- Global PE investment totals $363.7 billion during Q2’25
- PE deal volume drops from 4527 deals globally in Q1’25 to 3,769 in Q2’25
- US sees $202.0 billion in PE investment in Q2’25 – more than half of global total
PE investors remain cautious amid lack of trade clarity
PE investment activity was somewhat muted in Q2’25, with proposed PE investment of $363.7 billion across 3,769 deals — down from $505.3 billion across 4,527 deals in Q1’25. Ongoing uncertainties related to tariffs, global trade, and supply chains, saw many PE investors holding back from signing deals despite a sustained volume of deals activity, particularly in the US.
Global private equity activity slows in Q2 2025 despite U.S. mega deals
In Q2 2025, the United States was home to the three largest private equity deals globally. Leading the quarter was Blackstone Infrastructure Partners’ proposed $11.5 billion buyout of TXNM Energy, New Mexico’s largest electric utility, amid ongoing consolidation in the U.S. power sector. The second-largest deal was the $10.5 billion proposed acquisition of portions of Boeing’s Digital Aviation Solutions by Thoma Bravo. Rounding out the top three was 3G Capital’s $9.4 billion take-private offer for Skechers USA, marking the end of the company’s 26-year tenure as a public entity.

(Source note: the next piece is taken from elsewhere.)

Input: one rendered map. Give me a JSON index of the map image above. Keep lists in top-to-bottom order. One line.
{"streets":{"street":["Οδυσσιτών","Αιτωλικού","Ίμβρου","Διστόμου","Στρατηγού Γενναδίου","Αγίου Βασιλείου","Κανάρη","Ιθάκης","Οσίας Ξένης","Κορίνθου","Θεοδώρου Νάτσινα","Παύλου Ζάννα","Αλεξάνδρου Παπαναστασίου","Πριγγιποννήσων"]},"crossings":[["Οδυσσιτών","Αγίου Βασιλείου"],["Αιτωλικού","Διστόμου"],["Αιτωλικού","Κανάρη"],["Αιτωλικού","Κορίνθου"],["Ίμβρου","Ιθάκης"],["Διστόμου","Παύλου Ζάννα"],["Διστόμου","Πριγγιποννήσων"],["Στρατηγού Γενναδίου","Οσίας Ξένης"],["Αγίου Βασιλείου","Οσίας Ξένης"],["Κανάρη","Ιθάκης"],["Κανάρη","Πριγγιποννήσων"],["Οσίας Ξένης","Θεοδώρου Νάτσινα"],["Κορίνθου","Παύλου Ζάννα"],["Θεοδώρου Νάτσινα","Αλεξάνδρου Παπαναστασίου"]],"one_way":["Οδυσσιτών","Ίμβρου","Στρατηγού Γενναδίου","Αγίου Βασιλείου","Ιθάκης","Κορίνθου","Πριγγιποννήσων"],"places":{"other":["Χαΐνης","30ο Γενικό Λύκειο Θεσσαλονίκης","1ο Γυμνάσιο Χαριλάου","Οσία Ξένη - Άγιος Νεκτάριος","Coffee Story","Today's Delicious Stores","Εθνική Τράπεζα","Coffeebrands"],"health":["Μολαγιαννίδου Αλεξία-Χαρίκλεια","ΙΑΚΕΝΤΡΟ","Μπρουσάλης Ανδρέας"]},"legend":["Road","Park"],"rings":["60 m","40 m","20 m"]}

Despite these headline transactions, overall private equity investment declined sharply across all regions between Q1 and Q2 2025. In the Americas, investment fell from $319.8 billion to $213.9 billion, while in Europe, it dropped from $136.6 billion to $117.4 billion. Asia experienced the steepest decline, with investment decreasing from $36.2 billion to $20.85 billion quarter-over-quarter.

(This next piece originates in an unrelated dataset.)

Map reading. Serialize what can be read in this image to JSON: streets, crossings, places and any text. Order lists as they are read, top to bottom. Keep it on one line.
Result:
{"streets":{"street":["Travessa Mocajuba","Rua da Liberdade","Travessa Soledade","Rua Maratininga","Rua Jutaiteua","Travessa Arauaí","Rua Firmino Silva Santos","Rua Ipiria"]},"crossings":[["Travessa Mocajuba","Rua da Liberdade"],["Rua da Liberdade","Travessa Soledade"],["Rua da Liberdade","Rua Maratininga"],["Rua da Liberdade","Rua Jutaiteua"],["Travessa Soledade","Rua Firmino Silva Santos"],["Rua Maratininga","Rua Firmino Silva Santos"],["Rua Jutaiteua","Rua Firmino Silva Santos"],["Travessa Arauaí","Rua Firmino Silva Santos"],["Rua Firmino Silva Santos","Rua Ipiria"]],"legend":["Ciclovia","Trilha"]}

Deal volume followed a similar downward trend. The Americas saw a drop to 1,771 deals, down from 2,260 in Q1; EMEA recorded 1,669 deals, down from 1,850; and ASPAC reported 220 deals, down from 282. The decline in both deal value and volume reflects a more cautious stance among PE investors, many of whom are adopting a wait-and-see approach amid ongoing economic and geopolitical uncertainties.

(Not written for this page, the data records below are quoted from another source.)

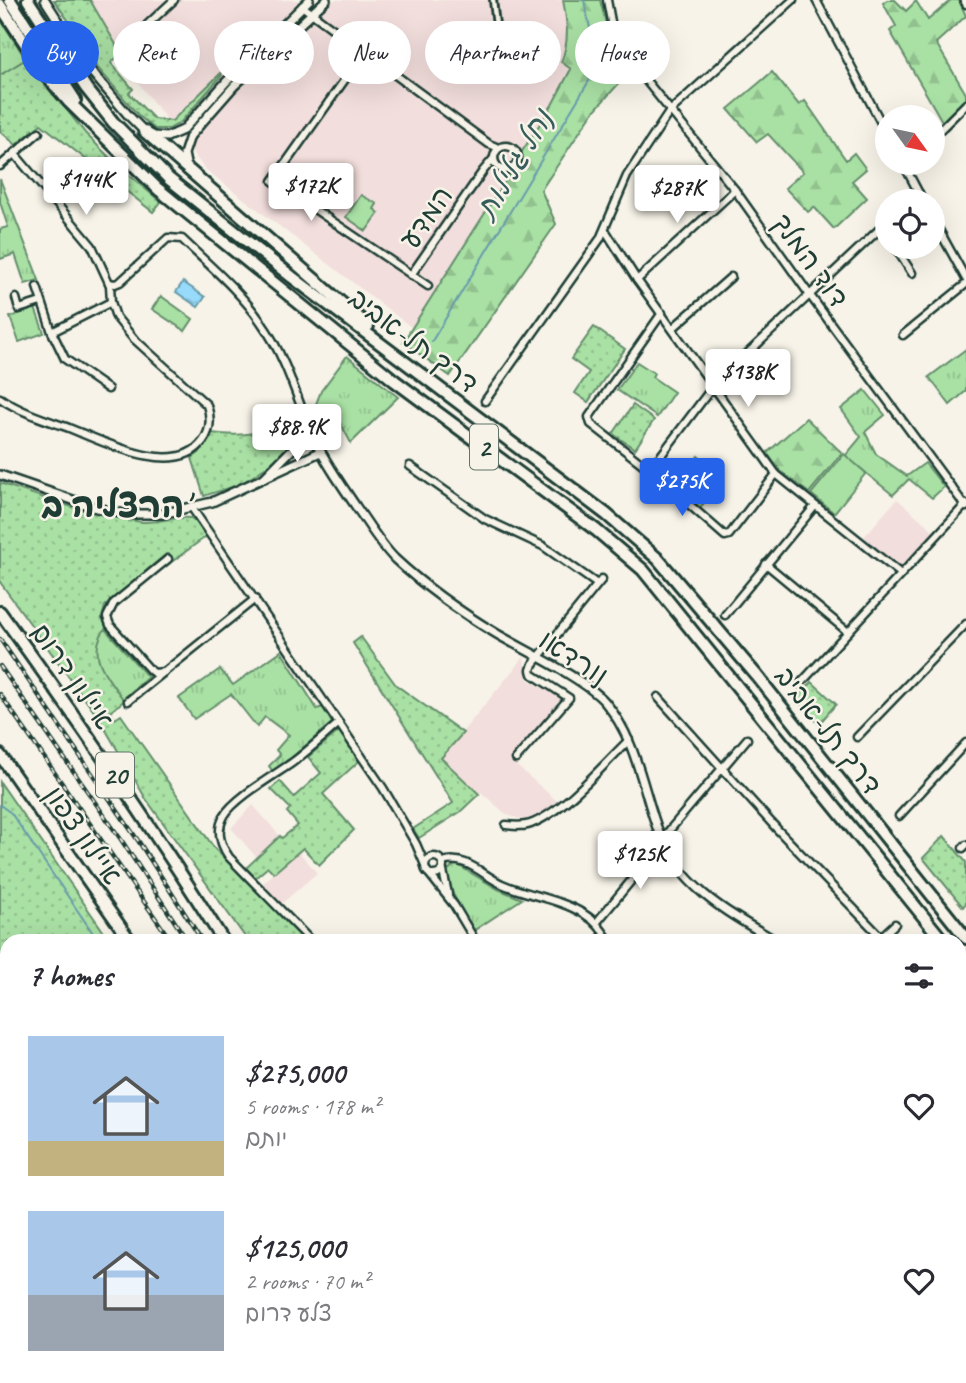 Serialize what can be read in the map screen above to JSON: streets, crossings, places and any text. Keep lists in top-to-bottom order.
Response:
{
  "streets": {
    "highway": [
      "דרך תל-אביב",
      "2",
      "איילון דרום",
      "20",
      "איילון צפון"
    ],
    "street": ["המדע", "דוד המלך", "נורדאו"]
  },
  "crossings": [
    ["דרך תל-אביב", "2"]
  ],
  "districts": ["הרצליה ב'"],
  "water": ["נחל גלילות"],
  "north": "bottom right",
  "page": {
    "chip": [
      "Buy",
      "Rent",
      "Filters",
      "New",
      "Apartment",
      "House"
    ],
    "price": [
      "$144K",
      "$172K",
      "$287K",
      "$138K",
      "$88.9K",
      "$275K",
      "$125K"
    ],
    "heading": "7 homes",
    "list": [
      {
        "name": "$275,000",
        "note": "5 rooms · 178 m² · יותם"
      },
      {
        "name": "$125,000",
        "note": "2 rooms · 70 m² · צלע דרום"
      }
    ]
  }
}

Increasing shift away from globalisation towards regionalisation
Given current geopolitical tensions, tariff uncertainties, and supply chain concerns, PE dealmaking has increasingly shifted from a global approach towards a more regionally focused one, with PE investors increasing their focus on companies focused on domestic or regional markets in order to better control and manage trade risks. Areas like healthcare, biotechnology, and other sectors with a predominantly regional focus saw solid traction during Q2’25, while industries like automotive and manufacturing saw PE interest pull back given their cross-border dependencies and exposure to tariffs. While PE investors did not shy away entirely from global assets during the quarter, they significantly narrowed their focus to only the highest-value assets.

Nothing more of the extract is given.